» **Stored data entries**
============

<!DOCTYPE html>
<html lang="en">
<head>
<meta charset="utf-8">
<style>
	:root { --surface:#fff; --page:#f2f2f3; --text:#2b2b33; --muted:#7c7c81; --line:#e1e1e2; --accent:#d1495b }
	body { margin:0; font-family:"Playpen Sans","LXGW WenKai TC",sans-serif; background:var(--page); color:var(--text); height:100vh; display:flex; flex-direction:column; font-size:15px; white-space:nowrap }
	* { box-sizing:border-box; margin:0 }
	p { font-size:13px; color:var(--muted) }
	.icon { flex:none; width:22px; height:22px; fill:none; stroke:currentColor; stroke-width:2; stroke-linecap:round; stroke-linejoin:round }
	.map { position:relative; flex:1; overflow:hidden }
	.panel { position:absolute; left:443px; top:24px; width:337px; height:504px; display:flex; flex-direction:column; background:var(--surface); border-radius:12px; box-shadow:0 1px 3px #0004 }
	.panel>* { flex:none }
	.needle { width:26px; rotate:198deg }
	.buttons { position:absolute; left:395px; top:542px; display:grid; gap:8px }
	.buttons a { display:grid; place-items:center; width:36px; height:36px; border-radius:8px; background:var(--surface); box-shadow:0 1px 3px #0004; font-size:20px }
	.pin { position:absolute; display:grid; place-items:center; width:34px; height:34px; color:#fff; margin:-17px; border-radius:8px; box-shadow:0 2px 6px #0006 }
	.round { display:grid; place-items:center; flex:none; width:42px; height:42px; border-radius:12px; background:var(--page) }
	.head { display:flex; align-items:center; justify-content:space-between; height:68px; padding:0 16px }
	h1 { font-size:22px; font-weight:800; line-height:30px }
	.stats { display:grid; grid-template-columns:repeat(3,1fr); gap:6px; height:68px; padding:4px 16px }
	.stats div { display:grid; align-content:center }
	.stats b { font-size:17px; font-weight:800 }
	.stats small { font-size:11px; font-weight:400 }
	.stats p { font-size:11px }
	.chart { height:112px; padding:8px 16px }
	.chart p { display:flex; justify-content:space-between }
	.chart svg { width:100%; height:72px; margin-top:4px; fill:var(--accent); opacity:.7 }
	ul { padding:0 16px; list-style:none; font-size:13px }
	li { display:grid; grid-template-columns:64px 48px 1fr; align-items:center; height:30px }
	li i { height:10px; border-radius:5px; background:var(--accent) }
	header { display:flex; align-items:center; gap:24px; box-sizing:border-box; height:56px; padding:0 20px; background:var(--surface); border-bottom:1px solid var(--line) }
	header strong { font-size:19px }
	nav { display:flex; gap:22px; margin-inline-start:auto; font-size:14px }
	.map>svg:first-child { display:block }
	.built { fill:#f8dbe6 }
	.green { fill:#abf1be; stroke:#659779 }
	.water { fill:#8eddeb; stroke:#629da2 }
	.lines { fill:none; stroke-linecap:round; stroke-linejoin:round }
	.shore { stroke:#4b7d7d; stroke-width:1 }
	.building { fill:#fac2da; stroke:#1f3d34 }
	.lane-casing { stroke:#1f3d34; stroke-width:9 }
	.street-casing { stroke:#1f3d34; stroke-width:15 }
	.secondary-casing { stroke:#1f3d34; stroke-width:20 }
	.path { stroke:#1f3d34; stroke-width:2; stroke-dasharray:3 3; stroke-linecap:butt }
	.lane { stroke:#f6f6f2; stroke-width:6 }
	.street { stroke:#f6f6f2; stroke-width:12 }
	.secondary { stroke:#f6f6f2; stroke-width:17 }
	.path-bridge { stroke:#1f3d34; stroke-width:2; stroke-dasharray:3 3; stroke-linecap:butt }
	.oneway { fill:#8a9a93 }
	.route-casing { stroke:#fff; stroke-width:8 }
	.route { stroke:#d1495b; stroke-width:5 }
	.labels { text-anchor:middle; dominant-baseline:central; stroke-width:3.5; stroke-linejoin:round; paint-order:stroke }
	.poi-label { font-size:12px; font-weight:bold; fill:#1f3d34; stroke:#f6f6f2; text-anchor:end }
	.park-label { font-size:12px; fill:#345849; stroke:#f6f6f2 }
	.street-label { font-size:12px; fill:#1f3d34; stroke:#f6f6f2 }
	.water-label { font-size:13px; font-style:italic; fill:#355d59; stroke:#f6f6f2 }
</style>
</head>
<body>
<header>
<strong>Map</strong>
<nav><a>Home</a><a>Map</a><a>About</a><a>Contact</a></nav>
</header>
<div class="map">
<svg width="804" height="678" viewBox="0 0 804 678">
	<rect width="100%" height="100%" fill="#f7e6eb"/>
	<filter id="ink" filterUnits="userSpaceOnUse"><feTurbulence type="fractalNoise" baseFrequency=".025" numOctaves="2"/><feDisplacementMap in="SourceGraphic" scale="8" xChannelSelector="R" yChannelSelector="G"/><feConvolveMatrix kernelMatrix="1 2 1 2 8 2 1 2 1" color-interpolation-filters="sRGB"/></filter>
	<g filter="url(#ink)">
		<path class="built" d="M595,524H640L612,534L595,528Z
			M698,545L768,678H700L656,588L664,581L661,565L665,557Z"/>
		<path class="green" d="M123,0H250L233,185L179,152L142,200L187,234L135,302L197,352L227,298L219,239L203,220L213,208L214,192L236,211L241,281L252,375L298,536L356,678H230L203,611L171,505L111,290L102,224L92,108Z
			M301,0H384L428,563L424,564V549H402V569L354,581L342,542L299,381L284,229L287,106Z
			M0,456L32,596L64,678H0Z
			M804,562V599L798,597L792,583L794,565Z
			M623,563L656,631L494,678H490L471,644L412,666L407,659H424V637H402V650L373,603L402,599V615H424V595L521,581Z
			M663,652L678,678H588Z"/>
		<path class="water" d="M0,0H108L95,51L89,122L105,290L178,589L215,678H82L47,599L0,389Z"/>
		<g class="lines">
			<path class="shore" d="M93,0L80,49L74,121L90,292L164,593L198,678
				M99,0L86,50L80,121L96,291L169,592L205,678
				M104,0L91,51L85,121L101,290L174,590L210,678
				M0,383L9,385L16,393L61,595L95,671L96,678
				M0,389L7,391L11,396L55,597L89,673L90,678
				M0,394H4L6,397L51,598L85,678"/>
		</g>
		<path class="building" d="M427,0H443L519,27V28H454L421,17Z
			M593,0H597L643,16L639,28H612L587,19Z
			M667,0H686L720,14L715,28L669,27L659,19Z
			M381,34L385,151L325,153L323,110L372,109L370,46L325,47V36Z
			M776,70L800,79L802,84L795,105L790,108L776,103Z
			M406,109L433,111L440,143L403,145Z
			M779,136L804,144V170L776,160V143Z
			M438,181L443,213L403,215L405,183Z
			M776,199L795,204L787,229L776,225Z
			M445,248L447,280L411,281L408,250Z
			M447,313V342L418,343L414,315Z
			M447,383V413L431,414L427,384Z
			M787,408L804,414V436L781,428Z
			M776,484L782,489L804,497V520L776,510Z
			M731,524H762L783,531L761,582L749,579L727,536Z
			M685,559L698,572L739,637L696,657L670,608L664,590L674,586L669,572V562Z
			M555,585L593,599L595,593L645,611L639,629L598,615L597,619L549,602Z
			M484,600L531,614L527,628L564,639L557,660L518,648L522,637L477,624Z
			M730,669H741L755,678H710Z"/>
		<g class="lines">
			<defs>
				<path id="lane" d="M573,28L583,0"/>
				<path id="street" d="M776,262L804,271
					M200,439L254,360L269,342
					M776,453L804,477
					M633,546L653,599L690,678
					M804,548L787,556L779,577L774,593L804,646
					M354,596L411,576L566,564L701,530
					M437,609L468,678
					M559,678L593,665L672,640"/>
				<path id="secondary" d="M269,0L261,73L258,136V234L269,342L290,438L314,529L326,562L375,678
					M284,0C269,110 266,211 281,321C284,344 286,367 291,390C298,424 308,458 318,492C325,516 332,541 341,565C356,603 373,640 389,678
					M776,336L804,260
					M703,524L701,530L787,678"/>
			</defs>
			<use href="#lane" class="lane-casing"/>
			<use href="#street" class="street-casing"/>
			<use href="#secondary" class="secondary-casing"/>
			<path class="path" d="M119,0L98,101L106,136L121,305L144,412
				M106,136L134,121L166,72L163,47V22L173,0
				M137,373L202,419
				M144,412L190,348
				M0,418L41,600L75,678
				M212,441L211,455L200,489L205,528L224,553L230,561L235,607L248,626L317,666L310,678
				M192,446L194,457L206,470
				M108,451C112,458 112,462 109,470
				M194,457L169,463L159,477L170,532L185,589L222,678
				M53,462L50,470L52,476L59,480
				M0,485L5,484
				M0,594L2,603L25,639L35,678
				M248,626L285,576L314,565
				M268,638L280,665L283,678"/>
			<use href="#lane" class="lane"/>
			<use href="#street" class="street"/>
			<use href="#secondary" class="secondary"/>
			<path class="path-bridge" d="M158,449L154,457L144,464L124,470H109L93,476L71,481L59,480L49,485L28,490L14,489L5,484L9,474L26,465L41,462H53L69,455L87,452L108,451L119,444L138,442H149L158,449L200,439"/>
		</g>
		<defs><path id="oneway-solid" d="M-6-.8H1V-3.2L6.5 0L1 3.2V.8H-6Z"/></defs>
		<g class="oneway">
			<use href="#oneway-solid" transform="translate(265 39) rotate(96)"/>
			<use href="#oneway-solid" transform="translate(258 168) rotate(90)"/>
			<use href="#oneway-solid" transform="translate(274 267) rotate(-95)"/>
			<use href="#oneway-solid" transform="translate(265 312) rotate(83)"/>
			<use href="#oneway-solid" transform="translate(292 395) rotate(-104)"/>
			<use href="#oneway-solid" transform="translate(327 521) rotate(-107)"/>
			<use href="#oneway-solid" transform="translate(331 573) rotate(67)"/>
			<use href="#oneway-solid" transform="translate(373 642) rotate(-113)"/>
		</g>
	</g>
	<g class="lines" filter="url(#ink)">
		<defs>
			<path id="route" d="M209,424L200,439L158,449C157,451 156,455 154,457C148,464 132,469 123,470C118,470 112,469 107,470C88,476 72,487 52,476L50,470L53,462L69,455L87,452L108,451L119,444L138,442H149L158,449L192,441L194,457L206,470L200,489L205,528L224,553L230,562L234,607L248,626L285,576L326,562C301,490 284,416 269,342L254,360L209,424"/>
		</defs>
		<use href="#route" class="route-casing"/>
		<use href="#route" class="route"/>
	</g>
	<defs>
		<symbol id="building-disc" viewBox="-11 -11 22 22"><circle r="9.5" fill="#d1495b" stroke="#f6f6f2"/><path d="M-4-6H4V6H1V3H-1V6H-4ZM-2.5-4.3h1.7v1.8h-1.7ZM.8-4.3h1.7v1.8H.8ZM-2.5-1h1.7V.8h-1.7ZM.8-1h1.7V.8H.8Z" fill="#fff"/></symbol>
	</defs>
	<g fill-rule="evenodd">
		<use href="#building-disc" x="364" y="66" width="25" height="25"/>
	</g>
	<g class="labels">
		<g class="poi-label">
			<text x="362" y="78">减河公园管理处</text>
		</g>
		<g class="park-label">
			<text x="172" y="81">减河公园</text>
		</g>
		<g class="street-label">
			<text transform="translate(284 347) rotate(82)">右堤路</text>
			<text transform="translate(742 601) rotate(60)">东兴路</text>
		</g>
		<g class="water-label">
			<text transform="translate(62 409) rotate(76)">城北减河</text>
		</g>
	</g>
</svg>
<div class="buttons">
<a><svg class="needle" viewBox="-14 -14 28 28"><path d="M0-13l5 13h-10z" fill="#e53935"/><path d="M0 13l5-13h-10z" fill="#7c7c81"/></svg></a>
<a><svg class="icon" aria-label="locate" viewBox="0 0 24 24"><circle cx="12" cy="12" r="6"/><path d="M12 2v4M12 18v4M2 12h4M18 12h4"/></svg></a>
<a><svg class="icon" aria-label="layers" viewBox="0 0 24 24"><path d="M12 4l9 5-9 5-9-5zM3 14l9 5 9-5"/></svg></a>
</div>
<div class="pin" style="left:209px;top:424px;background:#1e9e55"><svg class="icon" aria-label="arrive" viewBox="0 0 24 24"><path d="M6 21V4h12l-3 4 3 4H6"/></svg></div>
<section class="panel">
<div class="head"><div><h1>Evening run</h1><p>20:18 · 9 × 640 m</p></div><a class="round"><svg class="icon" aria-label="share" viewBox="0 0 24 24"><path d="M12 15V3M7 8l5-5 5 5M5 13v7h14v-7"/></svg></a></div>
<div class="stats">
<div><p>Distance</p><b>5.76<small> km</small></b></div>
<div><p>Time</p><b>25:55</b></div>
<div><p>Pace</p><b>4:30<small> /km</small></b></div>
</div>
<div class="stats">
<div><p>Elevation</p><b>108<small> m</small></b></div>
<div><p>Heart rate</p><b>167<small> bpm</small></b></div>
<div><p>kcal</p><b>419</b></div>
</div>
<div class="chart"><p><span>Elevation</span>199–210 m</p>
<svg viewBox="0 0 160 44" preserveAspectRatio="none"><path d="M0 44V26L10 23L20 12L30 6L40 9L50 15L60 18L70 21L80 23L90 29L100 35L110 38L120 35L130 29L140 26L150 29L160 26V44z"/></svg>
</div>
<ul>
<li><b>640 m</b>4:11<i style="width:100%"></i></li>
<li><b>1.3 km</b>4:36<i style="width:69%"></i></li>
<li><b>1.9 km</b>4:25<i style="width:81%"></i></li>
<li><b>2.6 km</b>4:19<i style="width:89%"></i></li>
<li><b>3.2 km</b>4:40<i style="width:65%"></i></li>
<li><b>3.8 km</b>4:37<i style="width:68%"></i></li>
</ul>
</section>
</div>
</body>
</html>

============

» **Description of the task**
Write out the records above exactly, from the opening line to the line with "display:grid; place-items:center; width:36px;", including both, with nothing added.

» **Answer to the exercise**
<!DOCTYPE html>
<html lang="en">
<head>
<meta charset="utf-8">
<style>
	:root { --surface:#fff; --page:#f2f2f3; --text:#2b2b33; --muted:#7c7c81; --line:#e1e1e2; --accent:#d1495b }
	body { margin:0; font-family:"Playpen Sans","LXGW WenKai TC",sans-serif; background:var(--page); color:var(--text); height:100vh; display:flex; flex-direction:column; font-size:15px; white-space:nowrap }
	* { box-sizing:border-box; margin:0 }
	p { font-size:13px; color:var(--muted) }
	.icon { flex:none; width:22px; height:22px; fill:none; stroke:currentColor; stroke-width:2; stroke-linecap:round; stroke-linejoin:round }
	.map { position:relative; flex:1; overflow:hidden }
	.panel { position:absolute; left:443px; top:24px; width:337px; height:504px; display:flex; flex-direction:column; background:var(--surface); border-radius:12px; box-shadow:0 1px 3px #0004 }
	.panel>* { flex:none }
	.needle { width:26px; rotate:198deg }
	.buttons { position:absolute; left:395px; top:542px; display:grid; gap:8px }
	.buttons a { display:grid; place-items:center; width:36px; height:36px; border-radius:8px; background:var(--surface); box-shadow:0 1px 3px #0004; font-size:20px }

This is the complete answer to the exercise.